[WHAT YOU WILL DO]: Find every line of the listing below where "index" appears, and copy it.

---*---

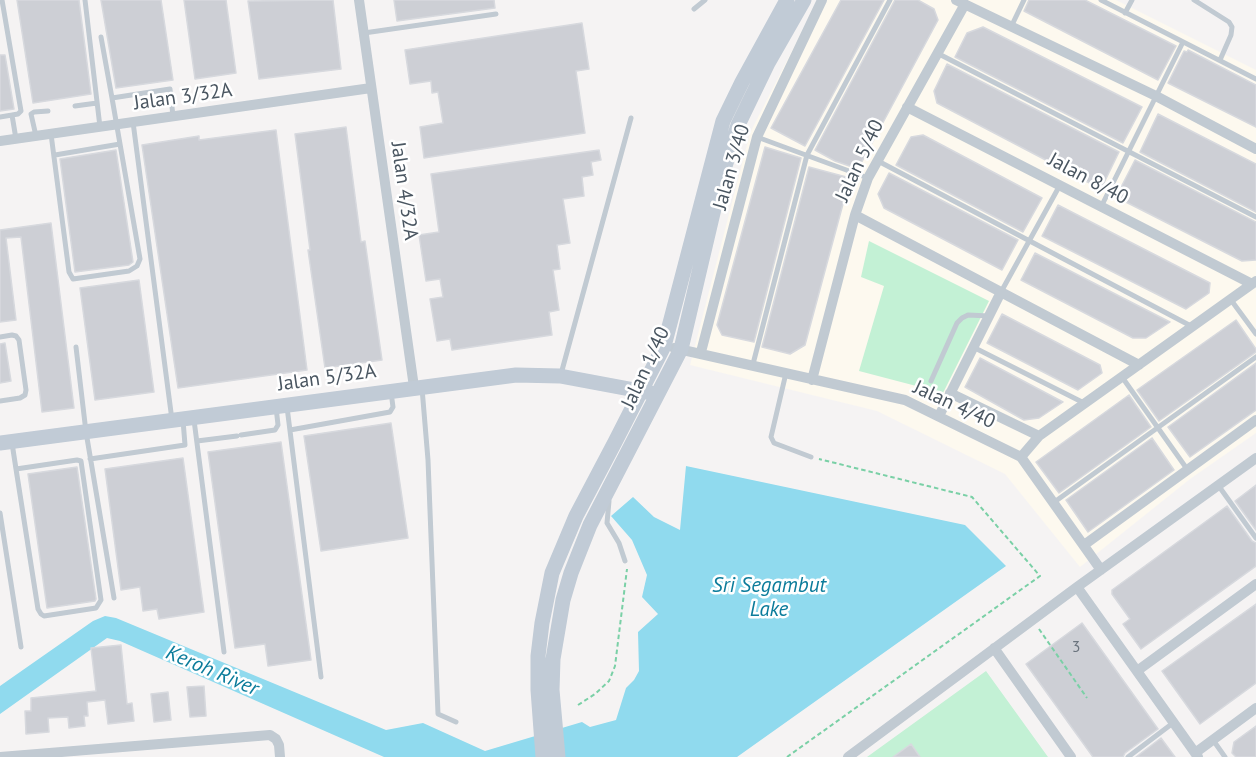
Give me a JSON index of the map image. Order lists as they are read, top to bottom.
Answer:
{
  "streets": {
    "main road": ["Jalan 1/40", "Jalan 5/32A"],
    "street": [
      "Jalan 3/32A",
      "Jalan 5/40",
      "Jalan 3/40",
      "Jalan 8/40",
      "Jalan 4/32A",
      "Jalan 4/40"
    ]
  },
  "crossings": [
    ["Jalan 3/32A", "Jalan 4/32A"],
    ["Jalan 5/40", "Jalan 8/40"],
    ["Jalan 5/40", "Jalan 4/40"],
    ["Jalan 3/40", "Jalan 4/40"],
    ["Jalan 4/32A", "Jalan 5/32A"],
    ["Jalan 1/40", "Jalan 5/32A"],
    ["Jalan 1/40", "Jalan 4/40"]
  ],
  "water": ["Sri Segambut Lake", "Keroh River"],
  "house_numbers": ["3"]
}
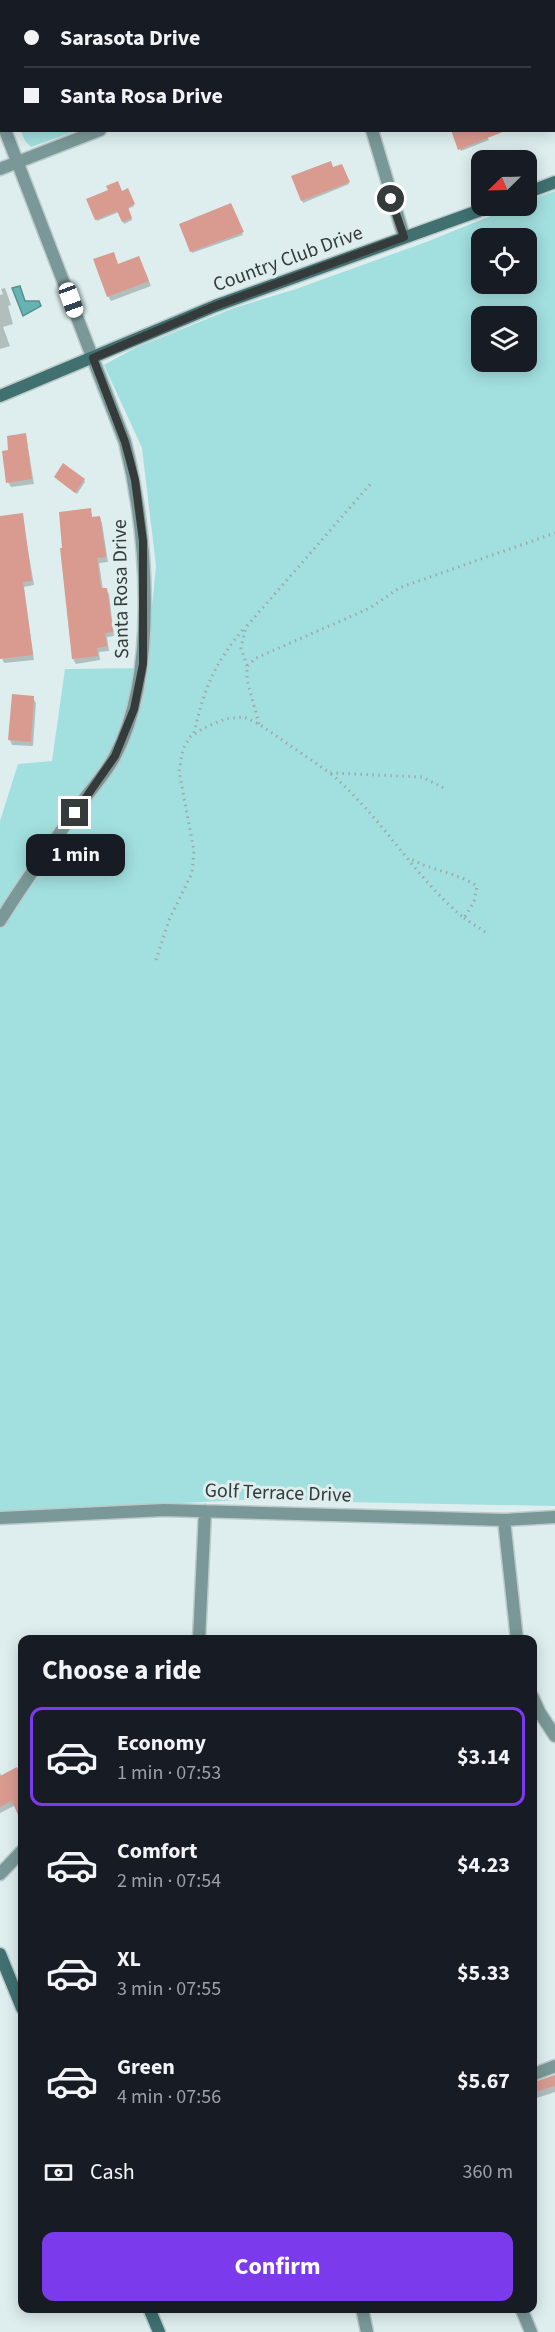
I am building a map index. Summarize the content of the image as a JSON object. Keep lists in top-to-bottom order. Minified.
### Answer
{"streets":{"street":["Country Club Drive","Santa Rosa Drive","Golf Terrace Drive"]},"crossings":[["Country Club Drive","Santa Rosa Drive"]],"north":"bottom left","page":{"banner":["Sarasota Drive","Santa Rosa Drive"],"bubble":"1 min","heading":"Choose a ride","list":[{"name":"Economy","note":"1 min · 07:53","value":"$3.14"},{"name":"Comfort","note":"2 min · 07:54","value":"$4.23"},{"name":"XL","note":"3 min · 07:55","value":"$5.33"},{"name":"Green","note":"4 min · 07:56","value":"$5.67"}],"pay":["Cash","360 m"],"buttons":"Confirm"}}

---*---

[SOLUTION TO THE PROBLEM]:
Give me a JSON index of the map image. Order lists as they are read, top to bottom.
I am building a map index. Summarize the content of the image as a JSON object. Keep lists in top-to-bottom order. Minified.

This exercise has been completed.